Back in 1995 I gathered up the courage to walk into a neighborhood bar and grill with my resume in hand and ask for a job. I applied to be a buser, but the manager decided since my resume was relatively free of errors that I could probably handle being a server. In the 17 years since I have worked for more lousy chains and swept more peanut shells of the floor than I care to remember. I have also published a book on serving, write half a dozen or so restaurant blogs, have back-to-back best server awards, and as a result work at a pretty swanky restaurant. I paid my dues in this industry to get to where I am.
This is why I always find a perverse joy in being asked to train some 20 year old student that my boss feels has “potential.” My first instinct is to question whether this potential is horizontal or vertical, but I don’t make the hiring decisions. My job is to turn this wet behind the ears rookie who was serving shots at a college bar last week into a professional server in under a week. More importantly, I am tasked with bringing them onto the team as a respected peer.
In all reality I was probably cleaning up this new server’s cheerios off the floor of my station when I was their age, so my patience is worn thin by the thought of it. I will train them because I will be the one cleaning up their messes in the future if they lack the necessary skills to keep up with us. Earning them the respect of the team is a more daunting task. This task is most easily achieved with a little hazing.
Now I know some of you are instantly turned off by that word and equate hazing to bullying. I wouldn’t disagree with you. I would also say that reaction is exactly the reason why it works.
Personally I have taken a fair amount of joy in watching a new server methodically water all of the fake plants in the restaurant. It makes me smile to send a server back to grab the “left-handed squeegee sharpener” from a storage closet that doesn’t exist. The facial expression of the restaurant manager next door has to be priceless when he is asked for a gallon of “beer gas.” Nothing is better for team morale than standing around watching a clueless trainee try to empty the water from a coffee maker that is hooked up to the water line. Maybe I am a jerk, but there is a method to my madness.
Two things happen after one of these pranks has been pulled.
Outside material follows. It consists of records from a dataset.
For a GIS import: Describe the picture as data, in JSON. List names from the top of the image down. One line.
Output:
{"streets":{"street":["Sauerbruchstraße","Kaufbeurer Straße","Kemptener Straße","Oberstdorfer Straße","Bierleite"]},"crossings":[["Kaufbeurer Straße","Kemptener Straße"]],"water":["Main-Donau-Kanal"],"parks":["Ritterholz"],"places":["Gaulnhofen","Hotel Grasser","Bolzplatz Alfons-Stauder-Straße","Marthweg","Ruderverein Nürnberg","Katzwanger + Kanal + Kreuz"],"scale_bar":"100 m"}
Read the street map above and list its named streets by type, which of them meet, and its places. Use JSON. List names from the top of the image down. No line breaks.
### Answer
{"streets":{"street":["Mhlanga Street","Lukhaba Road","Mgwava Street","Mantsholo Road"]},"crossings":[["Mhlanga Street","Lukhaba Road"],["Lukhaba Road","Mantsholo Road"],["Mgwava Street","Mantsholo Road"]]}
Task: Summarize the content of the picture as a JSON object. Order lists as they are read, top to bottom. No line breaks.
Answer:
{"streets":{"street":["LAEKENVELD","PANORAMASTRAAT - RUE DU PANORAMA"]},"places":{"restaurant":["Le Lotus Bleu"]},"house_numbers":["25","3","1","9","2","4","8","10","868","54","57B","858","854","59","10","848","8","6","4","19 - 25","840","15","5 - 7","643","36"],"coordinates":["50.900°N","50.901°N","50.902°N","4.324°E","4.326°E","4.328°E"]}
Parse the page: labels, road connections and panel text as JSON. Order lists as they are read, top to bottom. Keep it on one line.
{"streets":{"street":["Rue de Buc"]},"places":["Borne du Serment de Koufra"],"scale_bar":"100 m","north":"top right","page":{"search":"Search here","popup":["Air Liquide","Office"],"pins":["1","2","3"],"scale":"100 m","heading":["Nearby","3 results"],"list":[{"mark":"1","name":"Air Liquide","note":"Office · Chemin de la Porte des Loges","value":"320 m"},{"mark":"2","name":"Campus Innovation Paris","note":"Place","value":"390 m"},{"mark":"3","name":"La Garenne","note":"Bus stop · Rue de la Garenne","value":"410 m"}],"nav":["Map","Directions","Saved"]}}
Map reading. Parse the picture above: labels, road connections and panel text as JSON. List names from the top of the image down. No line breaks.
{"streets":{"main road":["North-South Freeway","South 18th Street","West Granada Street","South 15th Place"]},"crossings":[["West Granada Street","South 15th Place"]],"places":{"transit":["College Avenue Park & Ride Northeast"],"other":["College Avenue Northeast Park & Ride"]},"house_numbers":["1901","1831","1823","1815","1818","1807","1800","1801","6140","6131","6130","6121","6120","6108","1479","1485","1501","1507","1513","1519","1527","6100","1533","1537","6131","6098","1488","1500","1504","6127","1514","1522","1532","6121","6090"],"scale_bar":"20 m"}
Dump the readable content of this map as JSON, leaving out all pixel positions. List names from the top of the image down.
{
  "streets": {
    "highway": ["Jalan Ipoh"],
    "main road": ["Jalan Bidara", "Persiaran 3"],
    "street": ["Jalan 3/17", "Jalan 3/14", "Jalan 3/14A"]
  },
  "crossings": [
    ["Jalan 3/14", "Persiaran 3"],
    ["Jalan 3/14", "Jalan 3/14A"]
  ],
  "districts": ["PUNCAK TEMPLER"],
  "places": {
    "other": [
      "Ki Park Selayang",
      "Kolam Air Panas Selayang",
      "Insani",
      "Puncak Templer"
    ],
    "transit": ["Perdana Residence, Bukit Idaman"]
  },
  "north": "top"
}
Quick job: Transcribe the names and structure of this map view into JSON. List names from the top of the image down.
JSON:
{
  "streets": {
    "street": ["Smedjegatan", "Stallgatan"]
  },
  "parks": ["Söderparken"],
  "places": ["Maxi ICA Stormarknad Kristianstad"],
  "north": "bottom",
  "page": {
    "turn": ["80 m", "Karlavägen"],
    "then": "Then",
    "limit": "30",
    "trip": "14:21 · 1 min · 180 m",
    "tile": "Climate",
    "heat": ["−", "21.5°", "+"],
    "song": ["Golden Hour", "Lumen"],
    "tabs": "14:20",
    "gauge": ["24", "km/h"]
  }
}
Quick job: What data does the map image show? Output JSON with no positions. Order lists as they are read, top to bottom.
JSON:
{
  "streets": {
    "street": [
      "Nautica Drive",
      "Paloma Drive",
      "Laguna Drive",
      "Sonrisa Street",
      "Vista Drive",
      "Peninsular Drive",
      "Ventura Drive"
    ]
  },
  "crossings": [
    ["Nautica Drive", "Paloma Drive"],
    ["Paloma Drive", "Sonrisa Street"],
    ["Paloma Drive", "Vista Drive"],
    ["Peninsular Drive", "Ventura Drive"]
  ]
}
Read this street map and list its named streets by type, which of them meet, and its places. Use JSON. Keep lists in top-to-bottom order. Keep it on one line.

The first is that the new staff member can demonstrate that they have a sense of humor and are serious about their job by coming in the next day. The second is that the rest of the staff feels sorry for the new person that has been “bullied.” That sympathy rids the staff of animosity and starts the respect building process.
I’m not calling this a perfect system. Neither is the system that led me to be training someone who feels classy because they have graduated from Boone's Farm® to White Zinfandel. In a perfect world, I would have been a cute blonde so I could have “potential” when I was 20. In the real world, I had to earn respect and so do they. Even if it means bringing the bacon sifter down from the attic.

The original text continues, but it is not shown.